Every line that holds the word "serif" needs to be copied from the data below.

+ + + + + + +

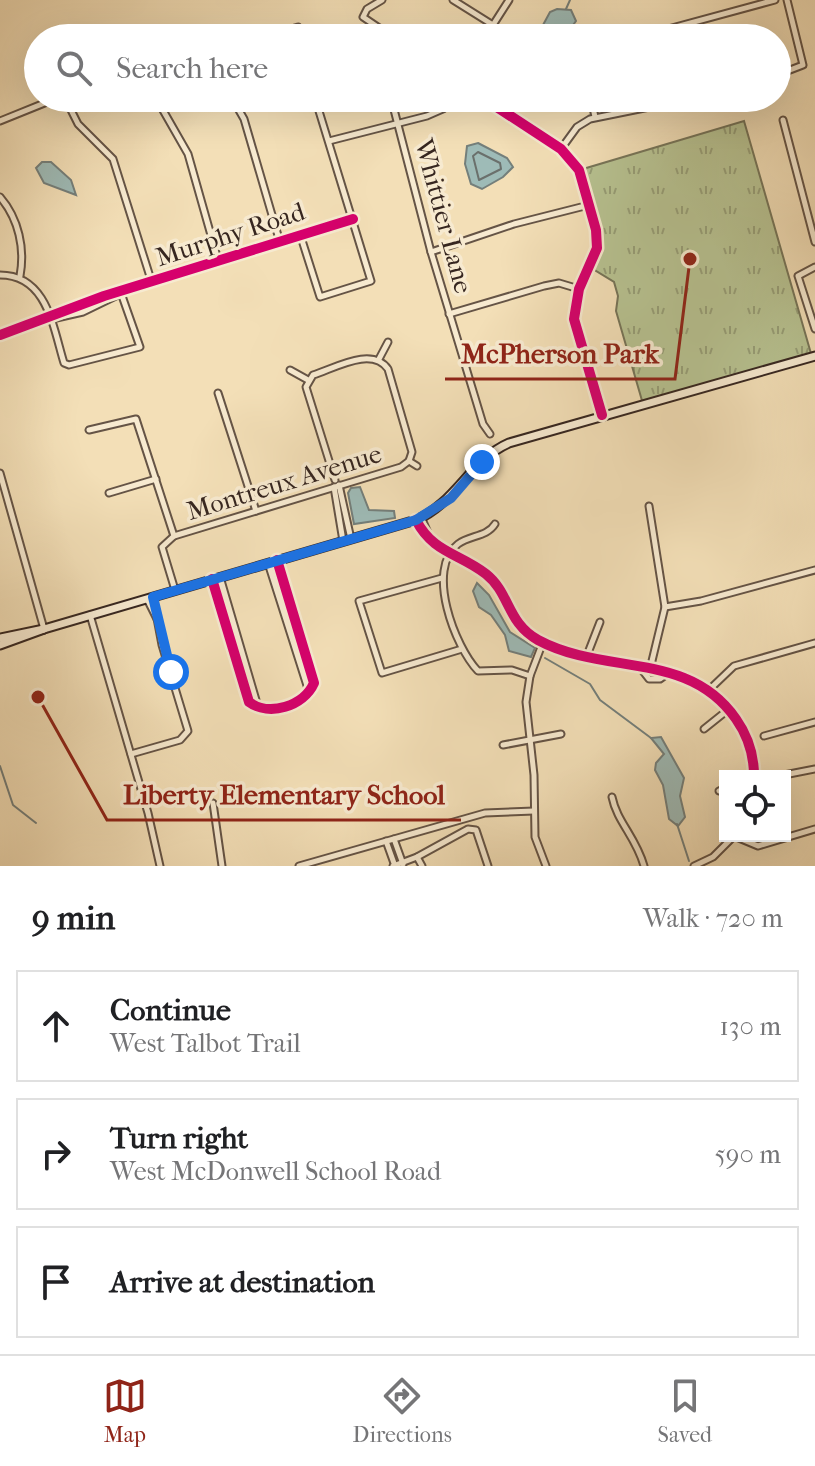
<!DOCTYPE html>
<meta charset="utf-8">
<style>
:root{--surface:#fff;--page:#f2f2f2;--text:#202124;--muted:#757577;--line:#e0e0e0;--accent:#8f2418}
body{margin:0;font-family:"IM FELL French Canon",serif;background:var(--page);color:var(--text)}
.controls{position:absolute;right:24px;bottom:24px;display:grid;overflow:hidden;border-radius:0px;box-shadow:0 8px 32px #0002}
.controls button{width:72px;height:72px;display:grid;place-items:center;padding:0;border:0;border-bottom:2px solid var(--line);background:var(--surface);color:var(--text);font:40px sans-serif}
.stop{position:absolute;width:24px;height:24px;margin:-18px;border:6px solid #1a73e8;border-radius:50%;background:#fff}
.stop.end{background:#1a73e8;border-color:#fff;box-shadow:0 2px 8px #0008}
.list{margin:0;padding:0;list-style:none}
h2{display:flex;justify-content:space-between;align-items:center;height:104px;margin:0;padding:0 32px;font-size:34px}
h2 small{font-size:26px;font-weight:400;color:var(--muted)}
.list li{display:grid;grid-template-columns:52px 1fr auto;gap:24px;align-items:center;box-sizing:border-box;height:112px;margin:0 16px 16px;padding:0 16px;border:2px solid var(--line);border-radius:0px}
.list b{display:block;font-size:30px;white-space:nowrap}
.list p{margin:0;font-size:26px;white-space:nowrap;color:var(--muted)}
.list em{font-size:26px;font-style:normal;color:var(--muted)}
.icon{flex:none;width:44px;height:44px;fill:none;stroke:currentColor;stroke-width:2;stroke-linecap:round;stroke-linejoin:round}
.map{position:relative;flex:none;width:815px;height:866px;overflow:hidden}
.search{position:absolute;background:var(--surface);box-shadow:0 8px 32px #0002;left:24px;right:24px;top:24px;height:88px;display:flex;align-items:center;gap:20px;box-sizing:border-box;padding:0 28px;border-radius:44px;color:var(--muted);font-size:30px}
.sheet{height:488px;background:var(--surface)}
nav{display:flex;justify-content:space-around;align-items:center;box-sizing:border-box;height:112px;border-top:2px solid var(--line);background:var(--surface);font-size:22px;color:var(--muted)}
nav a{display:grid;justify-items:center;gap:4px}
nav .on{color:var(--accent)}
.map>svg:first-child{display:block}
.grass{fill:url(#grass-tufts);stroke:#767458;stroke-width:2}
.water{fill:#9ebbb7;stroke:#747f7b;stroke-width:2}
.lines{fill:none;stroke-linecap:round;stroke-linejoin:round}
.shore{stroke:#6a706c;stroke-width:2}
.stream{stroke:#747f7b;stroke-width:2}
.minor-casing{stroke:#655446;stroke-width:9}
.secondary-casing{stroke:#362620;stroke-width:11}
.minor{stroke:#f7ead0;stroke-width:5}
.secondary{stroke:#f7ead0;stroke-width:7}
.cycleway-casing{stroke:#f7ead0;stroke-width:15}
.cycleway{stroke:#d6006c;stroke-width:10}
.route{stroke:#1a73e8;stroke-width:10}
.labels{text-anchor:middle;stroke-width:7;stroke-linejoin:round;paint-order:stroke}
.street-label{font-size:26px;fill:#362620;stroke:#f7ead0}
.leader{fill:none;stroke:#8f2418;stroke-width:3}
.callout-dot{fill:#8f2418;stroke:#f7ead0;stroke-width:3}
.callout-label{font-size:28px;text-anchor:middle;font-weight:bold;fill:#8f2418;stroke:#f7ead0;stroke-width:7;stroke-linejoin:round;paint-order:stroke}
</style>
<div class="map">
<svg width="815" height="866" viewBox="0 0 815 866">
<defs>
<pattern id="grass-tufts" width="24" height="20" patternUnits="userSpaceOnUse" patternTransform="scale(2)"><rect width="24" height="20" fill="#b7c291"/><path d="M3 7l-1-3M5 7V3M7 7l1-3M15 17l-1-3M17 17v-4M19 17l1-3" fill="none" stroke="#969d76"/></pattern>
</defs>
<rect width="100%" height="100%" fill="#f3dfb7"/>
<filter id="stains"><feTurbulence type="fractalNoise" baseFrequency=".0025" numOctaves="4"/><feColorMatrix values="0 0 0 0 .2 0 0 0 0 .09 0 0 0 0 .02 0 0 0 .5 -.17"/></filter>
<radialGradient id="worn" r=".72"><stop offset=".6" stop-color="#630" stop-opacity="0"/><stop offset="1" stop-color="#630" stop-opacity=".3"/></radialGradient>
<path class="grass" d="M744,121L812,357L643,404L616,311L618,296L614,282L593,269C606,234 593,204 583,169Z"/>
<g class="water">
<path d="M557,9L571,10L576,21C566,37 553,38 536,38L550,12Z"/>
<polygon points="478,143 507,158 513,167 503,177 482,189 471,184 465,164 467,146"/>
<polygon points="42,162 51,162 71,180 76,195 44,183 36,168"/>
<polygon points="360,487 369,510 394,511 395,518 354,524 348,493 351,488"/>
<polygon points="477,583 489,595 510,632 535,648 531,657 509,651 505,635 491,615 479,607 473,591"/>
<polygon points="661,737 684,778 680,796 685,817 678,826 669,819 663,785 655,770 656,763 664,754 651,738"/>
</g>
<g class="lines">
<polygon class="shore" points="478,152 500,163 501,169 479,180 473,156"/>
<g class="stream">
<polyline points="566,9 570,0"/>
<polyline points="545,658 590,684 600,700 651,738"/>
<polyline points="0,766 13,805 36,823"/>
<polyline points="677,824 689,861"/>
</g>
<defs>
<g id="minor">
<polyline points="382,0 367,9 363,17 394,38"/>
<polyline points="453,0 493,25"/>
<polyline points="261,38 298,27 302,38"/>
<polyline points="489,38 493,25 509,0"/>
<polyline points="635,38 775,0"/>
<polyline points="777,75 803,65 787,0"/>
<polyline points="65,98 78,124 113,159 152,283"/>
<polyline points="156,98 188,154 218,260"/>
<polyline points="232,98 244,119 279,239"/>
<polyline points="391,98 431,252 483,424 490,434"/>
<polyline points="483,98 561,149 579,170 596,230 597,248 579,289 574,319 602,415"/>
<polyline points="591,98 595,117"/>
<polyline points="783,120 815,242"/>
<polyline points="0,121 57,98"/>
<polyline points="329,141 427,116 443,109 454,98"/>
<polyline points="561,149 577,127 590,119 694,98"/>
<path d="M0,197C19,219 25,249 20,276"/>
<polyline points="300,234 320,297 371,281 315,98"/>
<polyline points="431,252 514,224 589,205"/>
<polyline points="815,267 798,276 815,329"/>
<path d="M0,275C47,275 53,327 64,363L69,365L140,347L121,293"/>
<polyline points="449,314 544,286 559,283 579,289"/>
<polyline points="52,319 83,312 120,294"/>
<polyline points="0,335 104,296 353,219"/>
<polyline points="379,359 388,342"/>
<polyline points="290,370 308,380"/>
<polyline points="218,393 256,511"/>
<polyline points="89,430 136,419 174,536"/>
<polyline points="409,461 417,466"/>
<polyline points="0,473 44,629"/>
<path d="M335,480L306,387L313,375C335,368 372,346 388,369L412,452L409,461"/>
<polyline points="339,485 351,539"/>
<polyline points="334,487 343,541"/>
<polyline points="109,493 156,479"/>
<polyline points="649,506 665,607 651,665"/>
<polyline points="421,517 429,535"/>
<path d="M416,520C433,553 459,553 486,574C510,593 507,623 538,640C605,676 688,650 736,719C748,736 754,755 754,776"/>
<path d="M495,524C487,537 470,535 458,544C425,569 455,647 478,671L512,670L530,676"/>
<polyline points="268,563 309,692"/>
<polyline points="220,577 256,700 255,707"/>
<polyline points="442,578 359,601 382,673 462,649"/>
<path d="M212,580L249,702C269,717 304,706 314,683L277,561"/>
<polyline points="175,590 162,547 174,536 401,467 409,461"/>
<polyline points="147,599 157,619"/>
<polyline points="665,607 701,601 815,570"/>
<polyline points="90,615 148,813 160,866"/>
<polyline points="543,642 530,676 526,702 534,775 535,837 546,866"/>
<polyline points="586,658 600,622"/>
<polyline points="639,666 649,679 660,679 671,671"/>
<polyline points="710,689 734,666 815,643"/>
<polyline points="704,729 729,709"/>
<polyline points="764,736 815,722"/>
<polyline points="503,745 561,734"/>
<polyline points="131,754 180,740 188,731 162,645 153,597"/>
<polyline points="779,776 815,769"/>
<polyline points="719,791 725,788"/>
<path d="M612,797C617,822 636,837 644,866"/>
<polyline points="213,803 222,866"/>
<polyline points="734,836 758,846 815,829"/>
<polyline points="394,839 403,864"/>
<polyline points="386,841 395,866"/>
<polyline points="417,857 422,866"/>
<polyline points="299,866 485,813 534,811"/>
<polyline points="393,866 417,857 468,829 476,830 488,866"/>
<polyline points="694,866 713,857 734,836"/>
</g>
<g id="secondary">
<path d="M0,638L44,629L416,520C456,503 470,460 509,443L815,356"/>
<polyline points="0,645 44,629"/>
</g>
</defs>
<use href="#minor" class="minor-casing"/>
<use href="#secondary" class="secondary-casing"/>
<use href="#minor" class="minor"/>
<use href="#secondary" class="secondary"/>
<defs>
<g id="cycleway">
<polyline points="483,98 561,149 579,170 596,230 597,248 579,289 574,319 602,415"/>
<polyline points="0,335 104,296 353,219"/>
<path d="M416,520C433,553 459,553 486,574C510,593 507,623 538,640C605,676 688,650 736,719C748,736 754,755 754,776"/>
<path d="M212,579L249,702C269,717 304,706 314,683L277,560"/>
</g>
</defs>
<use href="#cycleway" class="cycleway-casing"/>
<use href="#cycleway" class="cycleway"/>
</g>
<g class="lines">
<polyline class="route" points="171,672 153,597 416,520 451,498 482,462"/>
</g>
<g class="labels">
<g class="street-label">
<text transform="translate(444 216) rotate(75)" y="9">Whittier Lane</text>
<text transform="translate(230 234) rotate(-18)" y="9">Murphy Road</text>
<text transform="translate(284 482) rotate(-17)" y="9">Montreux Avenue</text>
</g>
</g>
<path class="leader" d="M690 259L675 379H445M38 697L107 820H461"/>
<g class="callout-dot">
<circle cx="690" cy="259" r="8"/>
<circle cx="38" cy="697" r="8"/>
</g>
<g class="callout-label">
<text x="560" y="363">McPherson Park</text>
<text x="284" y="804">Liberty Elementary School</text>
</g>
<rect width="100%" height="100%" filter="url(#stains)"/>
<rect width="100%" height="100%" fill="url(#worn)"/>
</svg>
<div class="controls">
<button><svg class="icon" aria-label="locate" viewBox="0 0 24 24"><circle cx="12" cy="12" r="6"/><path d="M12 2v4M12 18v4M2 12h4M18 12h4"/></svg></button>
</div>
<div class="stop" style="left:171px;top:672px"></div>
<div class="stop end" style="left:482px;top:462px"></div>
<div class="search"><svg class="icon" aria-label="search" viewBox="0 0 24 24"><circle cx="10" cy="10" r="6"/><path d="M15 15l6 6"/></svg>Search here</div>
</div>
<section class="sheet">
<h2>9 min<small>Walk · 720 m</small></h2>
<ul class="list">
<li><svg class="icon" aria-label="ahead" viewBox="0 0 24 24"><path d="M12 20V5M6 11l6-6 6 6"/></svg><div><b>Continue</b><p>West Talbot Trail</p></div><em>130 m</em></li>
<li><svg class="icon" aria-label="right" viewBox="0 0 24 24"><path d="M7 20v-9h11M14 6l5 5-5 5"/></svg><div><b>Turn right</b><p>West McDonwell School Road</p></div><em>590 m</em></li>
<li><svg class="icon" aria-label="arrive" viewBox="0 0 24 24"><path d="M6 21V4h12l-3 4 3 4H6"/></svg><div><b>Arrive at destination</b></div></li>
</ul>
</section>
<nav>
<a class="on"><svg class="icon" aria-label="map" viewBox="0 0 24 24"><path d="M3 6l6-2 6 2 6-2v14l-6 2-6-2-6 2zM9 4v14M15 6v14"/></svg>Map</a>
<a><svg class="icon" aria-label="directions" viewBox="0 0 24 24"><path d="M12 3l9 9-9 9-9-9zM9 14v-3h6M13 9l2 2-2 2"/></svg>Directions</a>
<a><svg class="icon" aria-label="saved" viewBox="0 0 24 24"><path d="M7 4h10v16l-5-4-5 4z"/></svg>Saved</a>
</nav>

+ + + + + + +

### Exercise solution
body{margin:0;font-family:"IM FELL French Canon",serif;background:var(--page);color:var(--text)}
.controls button{width:72px;height:72px;display:grid;place-items:center;padding:0;border:0;border-bottom:2px solid var(--line);background:var(--surface);color:var(--text);font:40px sans-serif}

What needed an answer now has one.